Texto desde su descomunal silencio | Gigante de cuerpo difuso

Litertura y Filosofía

Ver no es sólo ver lo que está ante la vista. Implica reconocer lo que no se ve, lo que se intuye: lo latente es real cuando se piensa. Es una forma de colegir no sólo lo que trasciende al texto, sino también lo que le hizo surgir como corpus de-letras in situ.

En su inmensidad la letra trasciende la idea primigenia del autor | Gigante | incluso lo sobrepasa. No hay posibilidad —en ese sentido— de «ser» desde la negación. La mole in crescendo es afirmación continua. Su peso no detiene la rueda escriturística que no cesa de girar en el papel que alguna vez fue virgen. Entonces, sin pausas existenciales, el blanco del infinito (realidad que hace lectura), se inunda de letras-de-voz.
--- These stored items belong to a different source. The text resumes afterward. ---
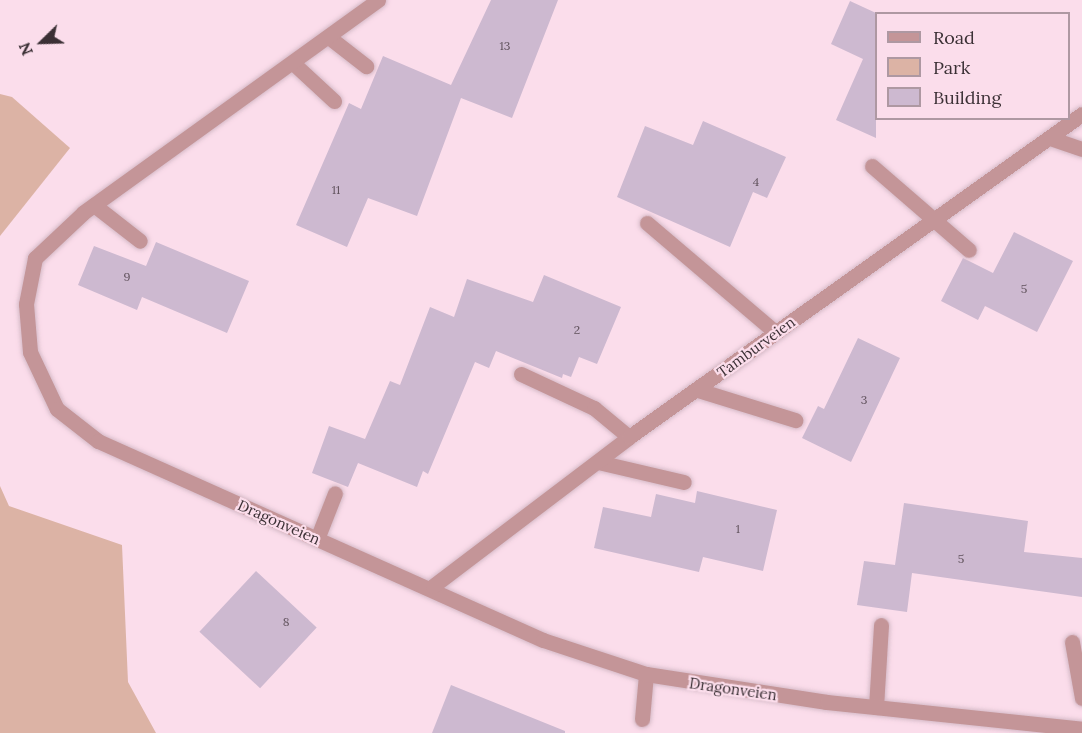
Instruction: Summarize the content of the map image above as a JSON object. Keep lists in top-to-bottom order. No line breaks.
{"streets":{"street":["Tamburveien","Dragonveien"]},"crossings":[["Tamburveien","Dragonveien"]],"house_numbers":["13","4","11","9","5","2","3","1","5","8"],"legend":["Road","Park","Building"],"north":"bottom left"}
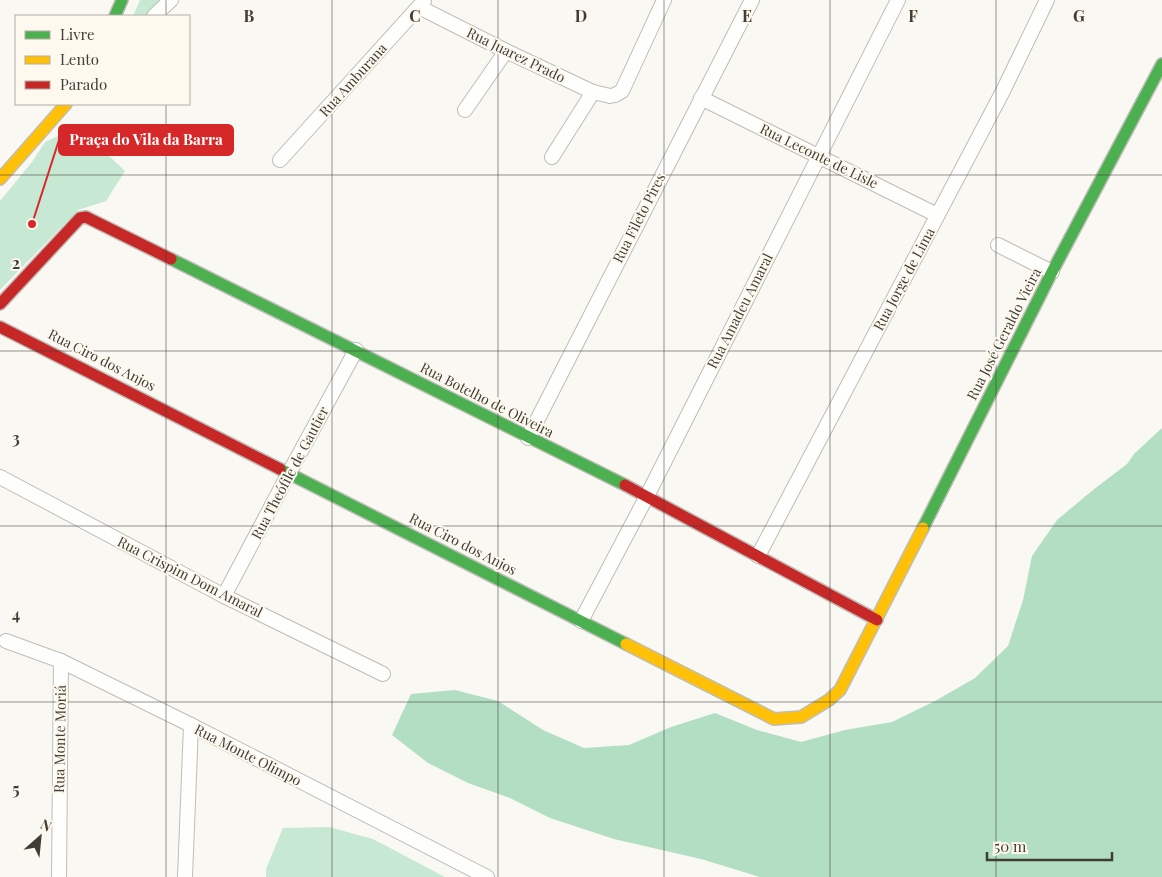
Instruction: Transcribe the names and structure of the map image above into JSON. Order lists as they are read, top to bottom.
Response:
{
  "streets": {
    "street": [
      "Rua Juarez Prado",
      "Rua Amburana",
      "Rua Leconte de Lisle",
      "Rua Fileto Pires",
      "Rua Jorge de Lima",
      "Rua Amadeu Amaral",
      "Rua José Geraldo Vieira",
      "Rua Ciro dos Anjos",
      "Rua Botelho de Oliveira",
      "Rua Theófile de Gautier",
      "Rua Crispim Dom Amaral",
      "Rua Monte Moriá",
      "Rua Monte Olimpo"
    ]
  },
  "crossings": [
    ["Rua Juarez Prado", "Rua Amburana"],
    ["Rua Leconte de Lisle", "Rua Fileto Pires"],
    ["Rua Leconte de Lisle", "Rua Jorge de Lima"],
    ["Rua Leconte de Lisle", "Rua Amadeu Amaral"],
    ["Rua Fileto Pires", "Rua Botelho de Oliveira"],
    ["Rua Jorge de Lima", "Rua Botelho de Oliveira"],
    ["Rua Amadeu Amaral", "Rua Ciro dos Anjos"],
    ["Rua Amadeu Amaral", "Rua Botelho de Oliveira"],
    ["Rua José Geraldo Vieira", "Rua Ciro dos Anjos"],
    ["Rua José Geraldo Vieira", "Rua Botelho de Oliveira"],
    ["Rua Ciro dos Anjos", "Rua Botelho de Oliveira"],
    ["Rua Ciro dos Anjos", "Rua Theófile de Gautier"],
    ["Rua Botelho de Oliveira", "Rua Theófile de Gautier"],
    ["Rua Theófile de Gautier", "Rua Crispim Dom Amaral"],
    ["Rua Monte Moriá", "Rua Monte Olimpo"]
  ],
  "places": ["Praça do Vila da Barra"],
  "legend": ["Livre", "Lento", "Parado"],
  "scale_bar": "50 m",
  "north": "top right",
  "grid": {
    "columns": [
      "B",
      "C",
      "D",
      "E",
      "F",
      "G"
    ],
    "rows": [
      "2",
      "3",
      "4",
      "5"
    ]
  }
}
Como consecuencia cada silencio se agranda, in|ex|conmensurable, hasta volverse grumo de caos en papel-de-granito. El cosmos escriturístico se vuelve, en este sentido, interpelación de sí y para sí. Sensación inacabada que pende de un hilo roto en la idea primigenia del autor (el que escribió originalmente el texto y el que lo recrea al leer).

De ahí que la escritura no sea necesariamente del tamaño de la lectura. Los intersticios de la voz reacomodan el texto hasta volverlo infinito. Fuga que hace posible el sentido del texto-abierto. Por eso la gramatología no es solo voz o silencio. El recuerdo, la posibilidad, las múltiples sensaciones, las continuas interrupciones e intervalos fragmentan y —en ese sentido— reorientan la totalidad del texto. En otras palabras: su totalidad es dinámica.

Por eso, para advertir el sentido del texto, hay que leer desde el descomunal silencio | Gigante de cuerpo difuso que ahonda en realidades de mármol. De ahí que las escritura sea un constate reacomodo de la voz que permite imaginar la realidad que evanece y se desvanece.

Papel para escribir y leer | Ser para seguir-siendo | Enfrentar la letra que hace raíz | Embrilla —en pocas palabras— que afirma la in-mensidad (sin medida) del texto|. Así, todo es parte de una totalidad que se fragmenta y, a la vez, se desfragmenta continuamente, al momento de hacer aprehensión lato sensu (s. l.) del ápice textual que deviene en sí. Implicación es imbricación. Tejido que cubre el constante destejimiento de la realidad de leer.

Por eso el texto-gigante es lectura que desenmascara cualquier fragilidad no enunciada por el corpus escriturístico. En todo caso hay que tomar en cuenta que la realidad de las letras no es (no puede ser) cerrada. Cada palabra se modifica al momento de descontextualizar su territorio. Pero, ¿qué territorio pueden tener las palabras? No hay forma apodíctica de ubicarlas en una sola dimensión.

Quizá la fragmentación sea, incluso, una forma de territorialización dinámica. Los espacios de la hoja escrita sobrepasan las luces que ahogan el silencio del margen. La profundidad del texto es, en este sentido, inasequible para la materialización del ser que lee.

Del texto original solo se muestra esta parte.